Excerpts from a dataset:

/---

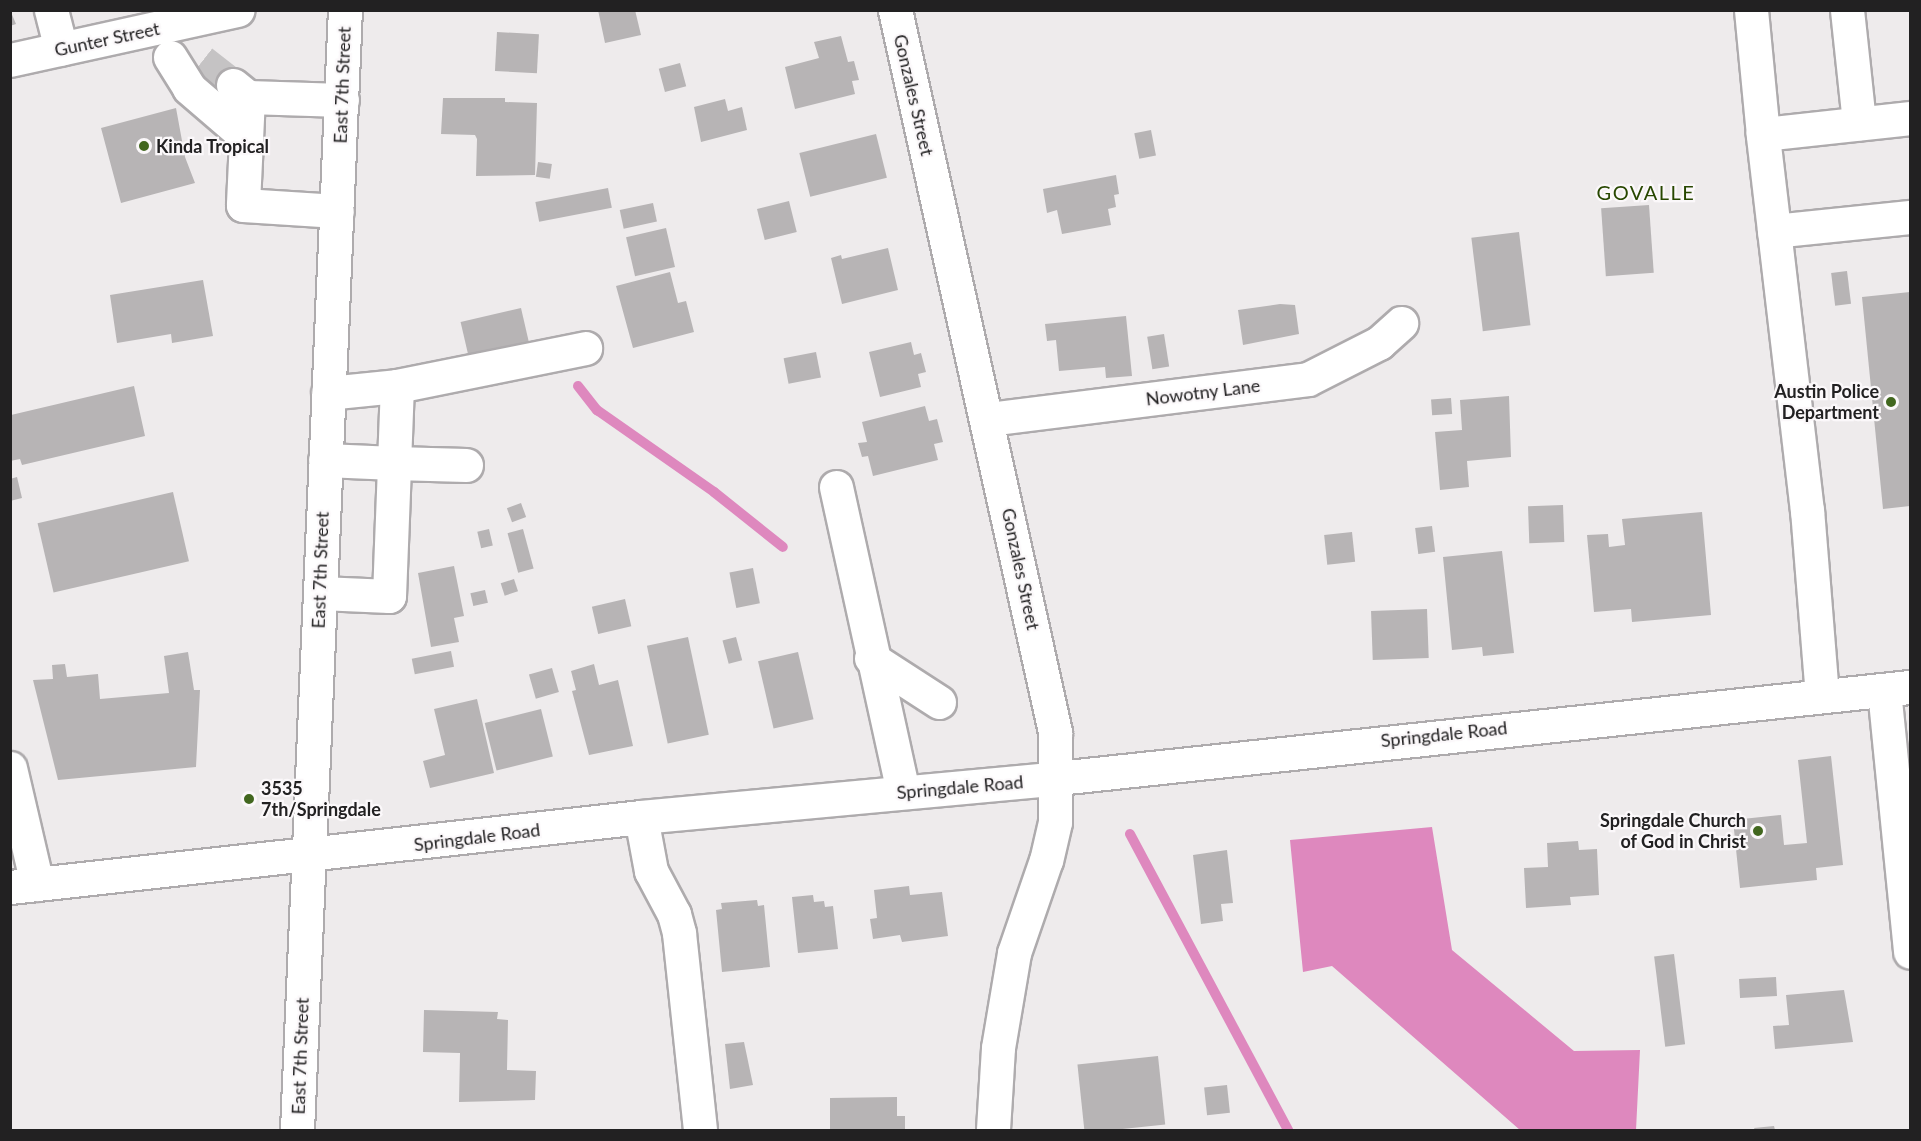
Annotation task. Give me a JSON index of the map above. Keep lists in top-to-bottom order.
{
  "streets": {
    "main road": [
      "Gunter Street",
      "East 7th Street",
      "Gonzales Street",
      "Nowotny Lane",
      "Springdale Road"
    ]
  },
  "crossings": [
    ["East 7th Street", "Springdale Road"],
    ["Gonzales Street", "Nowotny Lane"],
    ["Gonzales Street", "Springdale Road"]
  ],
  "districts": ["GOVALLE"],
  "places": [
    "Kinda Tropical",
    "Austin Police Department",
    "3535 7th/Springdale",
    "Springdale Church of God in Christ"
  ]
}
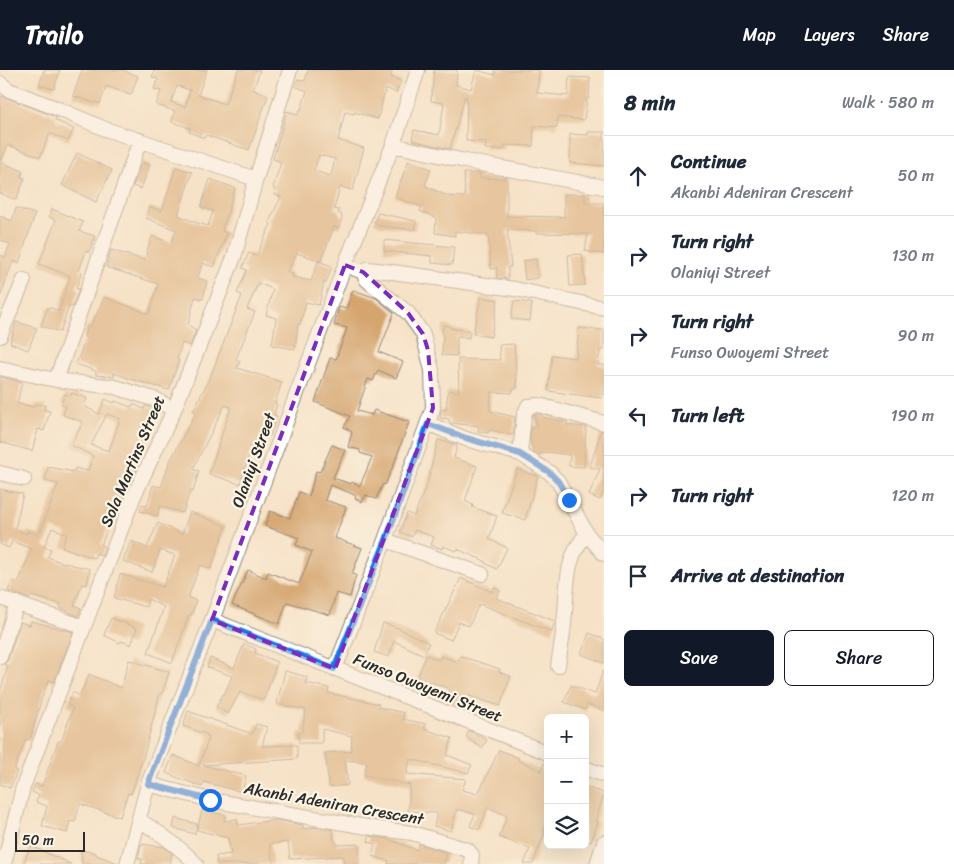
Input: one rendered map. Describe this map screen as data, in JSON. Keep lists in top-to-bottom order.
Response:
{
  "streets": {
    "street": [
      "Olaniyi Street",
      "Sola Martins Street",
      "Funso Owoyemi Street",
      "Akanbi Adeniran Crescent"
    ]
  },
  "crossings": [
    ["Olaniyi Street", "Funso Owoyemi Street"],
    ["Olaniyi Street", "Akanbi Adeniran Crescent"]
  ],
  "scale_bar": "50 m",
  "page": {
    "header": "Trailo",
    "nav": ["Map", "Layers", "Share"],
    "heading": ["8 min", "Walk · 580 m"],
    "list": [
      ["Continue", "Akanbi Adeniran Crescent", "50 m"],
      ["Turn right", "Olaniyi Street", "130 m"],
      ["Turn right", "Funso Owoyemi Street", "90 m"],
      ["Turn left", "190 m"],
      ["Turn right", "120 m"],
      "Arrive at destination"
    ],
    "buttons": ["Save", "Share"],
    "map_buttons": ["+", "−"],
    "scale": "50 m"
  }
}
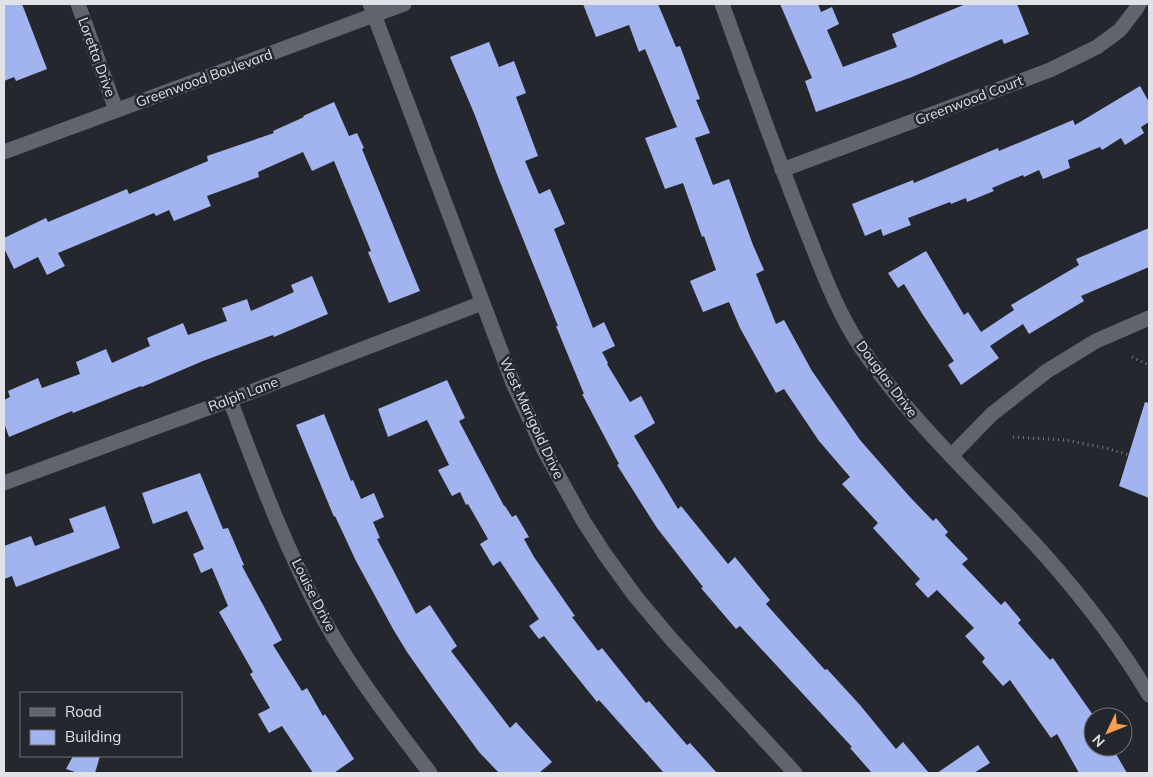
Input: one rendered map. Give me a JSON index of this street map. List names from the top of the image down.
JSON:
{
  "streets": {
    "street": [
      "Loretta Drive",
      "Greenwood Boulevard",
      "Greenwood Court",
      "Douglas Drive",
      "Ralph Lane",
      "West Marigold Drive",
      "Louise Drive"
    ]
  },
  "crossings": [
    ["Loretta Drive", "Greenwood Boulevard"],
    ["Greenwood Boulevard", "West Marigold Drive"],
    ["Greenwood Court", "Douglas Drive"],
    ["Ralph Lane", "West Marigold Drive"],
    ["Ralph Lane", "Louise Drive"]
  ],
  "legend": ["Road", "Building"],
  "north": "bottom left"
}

\---

Output every entry above exactly, minus the pictures.

Annotation task. Give me a JSON index of the map above. Keep lists in top-to-bottom order.
{
  "streets": {
    "main road": [
      "Gunter Street",
      "East 7th Street",
      "Gonzales Street",
      "Nowotny Lane",
      "Springdale Road"
    ]
  },
  "crossings": [
    ["East 7th Street", "Springdale Road"],
    ["Gonzales Street", "Nowotny Lane"],
    ["Gonzales Street", "Springdale Road"]
  ],
  "districts": ["GOVALLE"],
  "places": [
    "Kinda Tropical",
    "Austin Police Department",
    "3535 7th/Springdale",
    "Springdale Church of God in Christ"
  ]
}
Input: one rendered map. Describe this map screen as data, in JSON. Keep lists in top-to-bottom order.
Response:
{
  "streets": {
    "street": [
      "Olaniyi Street",
      "Sola Martins Street",
      "Funso Owoyemi Street",
      "Akanbi Adeniran Crescent"
    ]
  },
  "crossings": [
    ["Olaniyi Street", "Funso Owoyemi Street"],
    ["Olaniyi Street", "Akanbi Adeniran Crescent"]
  ],
  "scale_bar": "50 m",
  "page": {
    "header": "Trailo",
    "nav": ["Map", "Layers", "Share"],
    "heading": ["8 min", "Walk · 580 m"],
    "list": [
      ["Continue", "Akanbi Adeniran Crescent", "50 m"],
      ["Turn right", "Olaniyi Street", "130 m"],
      ["Turn right", "Funso Owoyemi Street", "90 m"],
      ["Turn left", "190 m"],
      ["Turn right", "120 m"],
      "Arrive at destination"
    ],
    "buttons": ["Save", "Share"],
    "map_buttons": ["+", "−"],
    "scale": "50 m"
  }
}
Input: one rendered map. Give me a JSON index of this street map. List names from the top of the image down.
JSON:
{
  "streets": {
    "street": [
      "Loretta Drive",
      "Greenwood Boulevard",
      "Greenwood Court",
      "Douglas Drive",
      "Ralph Lane",
      "West Marigold Drive",
      "Louise Drive"
    ]
  },
  "crossings": [
    ["Loretta Drive", "Greenwood Boulevard"],
    ["Greenwood Boulevard", "West Marigold Drive"],
    ["Greenwood Court", "Douglas Drive"],
    ["Ralph Lane", "West Marigold Drive"],
    ["Ralph Lane", "Louise Drive"]
  ],
  "legend": ["Road", "Building"],
  "north": "bottom left"
}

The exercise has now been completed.